*YOUR TASK*. All lines from the one with "Describe the image" to the end of the data: return those exactly, and only those.

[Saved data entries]
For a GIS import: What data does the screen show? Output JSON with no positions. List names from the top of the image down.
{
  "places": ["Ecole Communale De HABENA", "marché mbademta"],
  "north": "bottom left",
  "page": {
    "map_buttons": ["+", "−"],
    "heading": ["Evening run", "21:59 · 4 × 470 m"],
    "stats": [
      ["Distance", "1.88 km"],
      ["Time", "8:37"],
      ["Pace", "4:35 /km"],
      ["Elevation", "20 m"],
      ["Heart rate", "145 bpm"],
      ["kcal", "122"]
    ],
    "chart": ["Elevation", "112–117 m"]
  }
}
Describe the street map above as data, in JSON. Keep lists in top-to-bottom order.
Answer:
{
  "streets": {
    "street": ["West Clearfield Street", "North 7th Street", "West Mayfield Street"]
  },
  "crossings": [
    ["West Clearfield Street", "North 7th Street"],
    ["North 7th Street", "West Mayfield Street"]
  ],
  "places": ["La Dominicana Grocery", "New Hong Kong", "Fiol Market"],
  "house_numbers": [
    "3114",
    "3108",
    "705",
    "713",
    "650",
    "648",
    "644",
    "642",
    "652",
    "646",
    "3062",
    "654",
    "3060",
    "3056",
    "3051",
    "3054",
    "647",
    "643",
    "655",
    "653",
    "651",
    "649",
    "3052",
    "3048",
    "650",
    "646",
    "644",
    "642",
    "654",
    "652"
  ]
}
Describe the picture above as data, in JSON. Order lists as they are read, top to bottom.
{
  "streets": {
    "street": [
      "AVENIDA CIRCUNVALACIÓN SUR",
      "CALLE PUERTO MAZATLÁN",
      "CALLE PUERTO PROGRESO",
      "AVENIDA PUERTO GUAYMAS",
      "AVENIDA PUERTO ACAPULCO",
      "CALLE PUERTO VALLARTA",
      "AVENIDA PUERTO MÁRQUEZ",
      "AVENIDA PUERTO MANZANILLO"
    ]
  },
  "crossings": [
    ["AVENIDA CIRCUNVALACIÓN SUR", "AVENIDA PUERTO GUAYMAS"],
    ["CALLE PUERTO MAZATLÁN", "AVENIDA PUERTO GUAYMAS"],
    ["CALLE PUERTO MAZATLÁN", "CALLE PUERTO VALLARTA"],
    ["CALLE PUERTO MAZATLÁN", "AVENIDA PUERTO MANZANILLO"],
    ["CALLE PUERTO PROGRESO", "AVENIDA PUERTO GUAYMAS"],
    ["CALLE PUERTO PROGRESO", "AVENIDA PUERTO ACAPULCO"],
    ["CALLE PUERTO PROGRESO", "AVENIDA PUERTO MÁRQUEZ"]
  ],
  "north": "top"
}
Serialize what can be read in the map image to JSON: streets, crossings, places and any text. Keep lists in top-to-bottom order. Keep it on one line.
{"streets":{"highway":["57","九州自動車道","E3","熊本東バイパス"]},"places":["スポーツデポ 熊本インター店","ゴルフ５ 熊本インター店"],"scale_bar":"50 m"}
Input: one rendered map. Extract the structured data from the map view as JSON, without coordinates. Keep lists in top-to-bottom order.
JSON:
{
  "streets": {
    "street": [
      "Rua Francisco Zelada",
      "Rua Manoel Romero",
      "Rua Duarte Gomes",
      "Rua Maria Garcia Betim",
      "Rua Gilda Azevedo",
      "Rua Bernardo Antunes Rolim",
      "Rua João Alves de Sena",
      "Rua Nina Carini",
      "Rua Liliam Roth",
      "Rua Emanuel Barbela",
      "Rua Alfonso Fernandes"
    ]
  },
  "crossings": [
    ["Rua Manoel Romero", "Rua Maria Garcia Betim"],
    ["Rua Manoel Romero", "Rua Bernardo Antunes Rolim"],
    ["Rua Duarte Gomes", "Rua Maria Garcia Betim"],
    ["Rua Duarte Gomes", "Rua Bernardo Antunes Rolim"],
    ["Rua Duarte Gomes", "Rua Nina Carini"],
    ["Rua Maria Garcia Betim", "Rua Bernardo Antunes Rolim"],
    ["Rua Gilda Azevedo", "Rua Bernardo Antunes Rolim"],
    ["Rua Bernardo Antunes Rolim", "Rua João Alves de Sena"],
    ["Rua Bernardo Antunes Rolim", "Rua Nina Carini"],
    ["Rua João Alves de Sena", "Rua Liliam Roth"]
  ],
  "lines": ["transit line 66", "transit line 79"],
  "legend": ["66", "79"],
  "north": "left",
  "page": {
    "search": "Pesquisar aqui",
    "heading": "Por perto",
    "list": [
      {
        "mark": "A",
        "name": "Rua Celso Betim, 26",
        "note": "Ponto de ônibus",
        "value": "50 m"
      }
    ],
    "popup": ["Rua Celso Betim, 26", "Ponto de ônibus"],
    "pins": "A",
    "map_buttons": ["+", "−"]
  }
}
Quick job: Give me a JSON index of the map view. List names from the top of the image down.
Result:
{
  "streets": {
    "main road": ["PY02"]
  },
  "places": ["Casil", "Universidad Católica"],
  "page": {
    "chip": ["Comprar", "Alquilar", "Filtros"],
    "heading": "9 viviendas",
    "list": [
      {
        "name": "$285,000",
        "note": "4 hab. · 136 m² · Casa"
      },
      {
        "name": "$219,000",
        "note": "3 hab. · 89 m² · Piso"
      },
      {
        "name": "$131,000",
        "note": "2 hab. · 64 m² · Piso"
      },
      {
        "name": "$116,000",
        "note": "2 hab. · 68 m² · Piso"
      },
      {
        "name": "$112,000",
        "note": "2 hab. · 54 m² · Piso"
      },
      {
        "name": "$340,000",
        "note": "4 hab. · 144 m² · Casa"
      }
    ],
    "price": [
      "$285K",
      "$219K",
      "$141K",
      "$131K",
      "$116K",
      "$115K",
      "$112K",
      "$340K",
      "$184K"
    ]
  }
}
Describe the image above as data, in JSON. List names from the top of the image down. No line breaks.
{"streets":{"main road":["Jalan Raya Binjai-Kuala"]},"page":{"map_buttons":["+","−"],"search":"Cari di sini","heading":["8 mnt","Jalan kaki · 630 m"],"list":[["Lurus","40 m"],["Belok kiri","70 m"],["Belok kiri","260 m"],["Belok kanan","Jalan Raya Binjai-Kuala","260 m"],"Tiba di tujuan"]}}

*RESULT*.
Describe the image above as data, in JSON. List names from the top of the image down. No line breaks.
{"streets":{"main road":["Jalan Raya Binjai-Kuala"]},"page":{"map_buttons":["+","−"],"search":"Cari di sini","heading":["8 mnt","Jalan kaki · 630 m"],"list":[["Lurus","40 m"],["Belok kiri","70 m"],["Belok kiri","260 m"],["Belok kanan","Jalan Raya Binjai-Kuala","260 m"],"Tiba di tujuan"]}}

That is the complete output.